DATASET EXCERPTS Start Marker
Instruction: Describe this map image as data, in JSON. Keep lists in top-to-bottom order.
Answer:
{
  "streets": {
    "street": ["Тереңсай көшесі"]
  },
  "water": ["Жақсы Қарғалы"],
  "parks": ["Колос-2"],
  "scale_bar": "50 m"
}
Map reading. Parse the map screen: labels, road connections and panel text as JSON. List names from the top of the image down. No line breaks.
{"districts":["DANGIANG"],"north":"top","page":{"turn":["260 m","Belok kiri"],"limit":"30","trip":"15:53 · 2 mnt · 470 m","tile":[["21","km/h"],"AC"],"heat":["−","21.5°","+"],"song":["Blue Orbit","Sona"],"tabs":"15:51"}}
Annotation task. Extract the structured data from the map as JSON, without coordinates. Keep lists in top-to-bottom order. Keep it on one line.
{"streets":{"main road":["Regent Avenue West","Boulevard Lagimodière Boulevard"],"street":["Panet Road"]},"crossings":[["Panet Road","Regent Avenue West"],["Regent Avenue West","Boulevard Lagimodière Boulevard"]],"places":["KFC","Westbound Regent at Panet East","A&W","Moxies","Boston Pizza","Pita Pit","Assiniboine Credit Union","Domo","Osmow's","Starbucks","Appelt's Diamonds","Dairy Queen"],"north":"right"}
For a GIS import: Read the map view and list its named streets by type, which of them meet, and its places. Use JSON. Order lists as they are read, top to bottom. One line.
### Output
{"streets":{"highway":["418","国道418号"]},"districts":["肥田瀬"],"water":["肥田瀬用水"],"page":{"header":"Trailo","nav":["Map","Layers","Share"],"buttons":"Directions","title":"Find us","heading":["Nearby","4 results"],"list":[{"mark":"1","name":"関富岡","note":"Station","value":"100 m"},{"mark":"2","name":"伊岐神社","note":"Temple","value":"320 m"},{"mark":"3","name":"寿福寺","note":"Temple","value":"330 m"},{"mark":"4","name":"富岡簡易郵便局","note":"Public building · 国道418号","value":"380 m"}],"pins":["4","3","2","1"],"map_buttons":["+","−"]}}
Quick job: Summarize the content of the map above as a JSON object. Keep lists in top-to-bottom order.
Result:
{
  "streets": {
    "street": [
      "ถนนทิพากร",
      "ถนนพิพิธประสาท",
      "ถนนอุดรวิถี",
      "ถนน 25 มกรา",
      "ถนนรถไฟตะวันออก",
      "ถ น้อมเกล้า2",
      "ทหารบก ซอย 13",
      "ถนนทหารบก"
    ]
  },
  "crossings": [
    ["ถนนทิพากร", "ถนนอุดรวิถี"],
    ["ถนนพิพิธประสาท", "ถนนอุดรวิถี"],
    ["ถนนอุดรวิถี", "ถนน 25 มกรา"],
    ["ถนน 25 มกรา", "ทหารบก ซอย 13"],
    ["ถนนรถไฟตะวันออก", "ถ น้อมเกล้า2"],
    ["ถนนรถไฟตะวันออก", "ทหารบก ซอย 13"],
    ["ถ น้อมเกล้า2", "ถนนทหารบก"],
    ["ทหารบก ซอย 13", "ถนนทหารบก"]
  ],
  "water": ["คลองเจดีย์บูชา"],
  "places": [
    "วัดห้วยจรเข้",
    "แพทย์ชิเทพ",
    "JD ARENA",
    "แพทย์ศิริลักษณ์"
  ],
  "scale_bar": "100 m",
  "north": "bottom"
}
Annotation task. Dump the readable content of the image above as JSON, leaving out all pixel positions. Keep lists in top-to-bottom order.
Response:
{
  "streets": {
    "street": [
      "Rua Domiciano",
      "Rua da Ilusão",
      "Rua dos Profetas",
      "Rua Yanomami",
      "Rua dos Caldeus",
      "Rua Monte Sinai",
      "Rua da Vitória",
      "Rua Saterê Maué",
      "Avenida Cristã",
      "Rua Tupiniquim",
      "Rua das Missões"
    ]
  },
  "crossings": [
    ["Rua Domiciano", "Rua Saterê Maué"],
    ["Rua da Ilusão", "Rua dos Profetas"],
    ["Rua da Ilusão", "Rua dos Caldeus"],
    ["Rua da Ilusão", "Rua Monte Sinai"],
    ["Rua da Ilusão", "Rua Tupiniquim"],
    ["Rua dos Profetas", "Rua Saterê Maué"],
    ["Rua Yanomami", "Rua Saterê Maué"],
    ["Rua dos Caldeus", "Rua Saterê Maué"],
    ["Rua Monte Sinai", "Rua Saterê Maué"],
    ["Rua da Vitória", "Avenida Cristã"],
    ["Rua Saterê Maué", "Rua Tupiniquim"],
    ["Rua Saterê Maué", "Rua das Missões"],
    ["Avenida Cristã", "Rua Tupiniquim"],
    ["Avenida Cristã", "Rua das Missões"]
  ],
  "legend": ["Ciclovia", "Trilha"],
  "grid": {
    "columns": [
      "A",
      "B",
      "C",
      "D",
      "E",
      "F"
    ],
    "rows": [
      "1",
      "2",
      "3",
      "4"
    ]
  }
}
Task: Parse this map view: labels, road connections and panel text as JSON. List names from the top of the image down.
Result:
DATASET EXCERPTS End Marker
Type out the whole listing above again, exactly as it stands.

| YOUR RESPONSE |
Instruction: Describe this map image as data, in JSON. Keep lists in top-to-bottom order.
Answer:
{
  "streets": {
    "street": ["Тереңсай көшесі"]
  },
  "water": ["Жақсы Қарғалы"],
  "parks": ["Колос-2"],
  "scale_bar": "50 m"
}
Map reading. Parse the map screen: labels, road connections and panel text as JSON. List names from the top of the image down. No line breaks.
{"districts":["DANGIANG"],"north":"top","page":{"turn":["260 m","Belok kiri"],"limit":"30","trip":"15:53 · 2 mnt · 470 m","tile":[["21","km/h"],"AC"],"heat":["−","21.5°","+"],"song":["Blue Orbit","Sona"],"tabs":"15:51"}}
Annotation task. Extract the structured data from the map as JSON, without coordinates. Keep lists in top-to-bottom order. Keep it on one line.
{"streets":{"main road":["Regent Avenue West","Boulevard Lagimodière Boulevard"],"street":["Panet Road"]},"crossings":[["Panet Road","Regent Avenue West"],["Regent Avenue West","Boulevard Lagimodière Boulevard"]],"places":["KFC","Westbound Regent at Panet East","A&W","Moxies","Boston Pizza","Pita Pit","Assiniboine Credit Union","Domo","Osmow's","Starbucks","Appelt's Diamonds","Dairy Queen"],"north":"right"}
For a GIS import: Read the map view and list its named streets by type, which of them meet, and its places. Use JSON. Order lists as they are read, top to bottom. One line.
### Output
{"streets":{"highway":["418","国道418号"]},"districts":["肥田瀬"],"water":["肥田瀬用水"],"page":{"header":"Trailo","nav":["Map","Layers","Share"],"buttons":"Directions","title":"Find us","heading":["Nearby","4 results"],"list":[{"mark":"1","name":"関富岡","note":"Station","value":"100 m"},{"mark":"2","name":"伊岐神社","note":"Temple","value":"320 m"},{"mark":"3","name":"寿福寺","note":"Temple","value":"330 m"},{"mark":"4","name":"富岡簡易郵便局","note":"Public building · 国道418号","value":"380 m"}],"pins":["4","3","2","1"],"map_buttons":["+","−"]}}
Quick job: Summarize the content of the map above as a JSON object. Keep lists in top-to-bottom order.
Result:
{
  "streets": {
    "street": [
      "ถนนทิพากร",
      "ถนนพิพิธประสาท",
      "ถนนอุดรวิถี",
      "ถนน 25 มกรา",
      "ถนนรถไฟตะวันออก",
      "ถ น้อมเกล้า2",
      "ทหารบก ซอย 13",
      "ถนนทหารบก"
    ]
  },
  "crossings": [
    ["ถนนทิพากร", "ถนนอุดรวิถี"],
    ["ถนนพิพิธประสาท", "ถนนอุดรวิถี"],
    ["ถนนอุดรวิถี", "ถนน 25 มกรา"],
    ["ถนน 25 มกรา", "ทหารบก ซอย 13"],
    ["ถนนรถไฟตะวันออก", "ถ น้อมเกล้า2"],
    ["ถนนรถไฟตะวันออก", "ทหารบก ซอย 13"],
    ["ถ น้อมเกล้า2", "ถนนทหารบก"],
    ["ทหารบก ซอย 13", "ถนนทหารบก"]
  ],
  "water": ["คลองเจดีย์บูชา"],
  "places": [
    "วัดห้วยจรเข้",
    "แพทย์ชิเทพ",
    "JD ARENA",
    "แพทย์ศิริลักษณ์"
  ],
  "scale_bar": "100 m",
  "north": "bottom"
}
Annotation task. Dump the readable content of the image above as JSON, leaving out all pixel positions. Keep lists in top-to-bottom order.
Response:
{
  "streets": {
    "street": [
      "Rua Domiciano",
      "Rua da Ilusão",
      "Rua dos Profetas",
      "Rua Yanomami",
      "Rua dos Caldeus",
      "Rua Monte Sinai",
      "Rua da Vitória",
      "Rua Saterê Maué",
      "Avenida Cristã",
      "Rua Tupiniquim",
      "Rua das Missões"
    ]
  },
  "crossings": [
    ["Rua Domiciano", "Rua Saterê Maué"],
    ["Rua da Ilusão", "Rua dos Profetas"],
    ["Rua da Ilusão", "Rua dos Caldeus"],
    ["Rua da Ilusão", "Rua Monte Sinai"],
    ["Rua da Ilusão", "Rua Tupiniquim"],
    ["Rua dos Profetas", "Rua Saterê Maué"],
    ["Rua Yanomami", "Rua Saterê Maué"],
    ["Rua dos Caldeus", "Rua Saterê Maué"],
    ["Rua Monte Sinai", "Rua Saterê Maué"],
    ["Rua da Vitória", "Avenida Cristã"],
    ["Rua Saterê Maué", "Rua Tupiniquim"],
    ["Rua Saterê Maué", "Rua das Missões"],
    ["Avenida Cristã", "Rua Tupiniquim"],
    ["Avenida Cristã", "Rua das Missões"]
  ],
  "legend": ["Ciclovia", "Trilha"],
  "grid": {
    "columns": [
      "A",
      "B",
      "C",
      "D",
      "E",
      "F"
    ],
    "rows": [
      "1",
      "2",
      "3",
      "4"
    ]
  }
}
Task: Parse this map view: labels, road connections and panel text as JSON. List names from the top of the image down.
Result:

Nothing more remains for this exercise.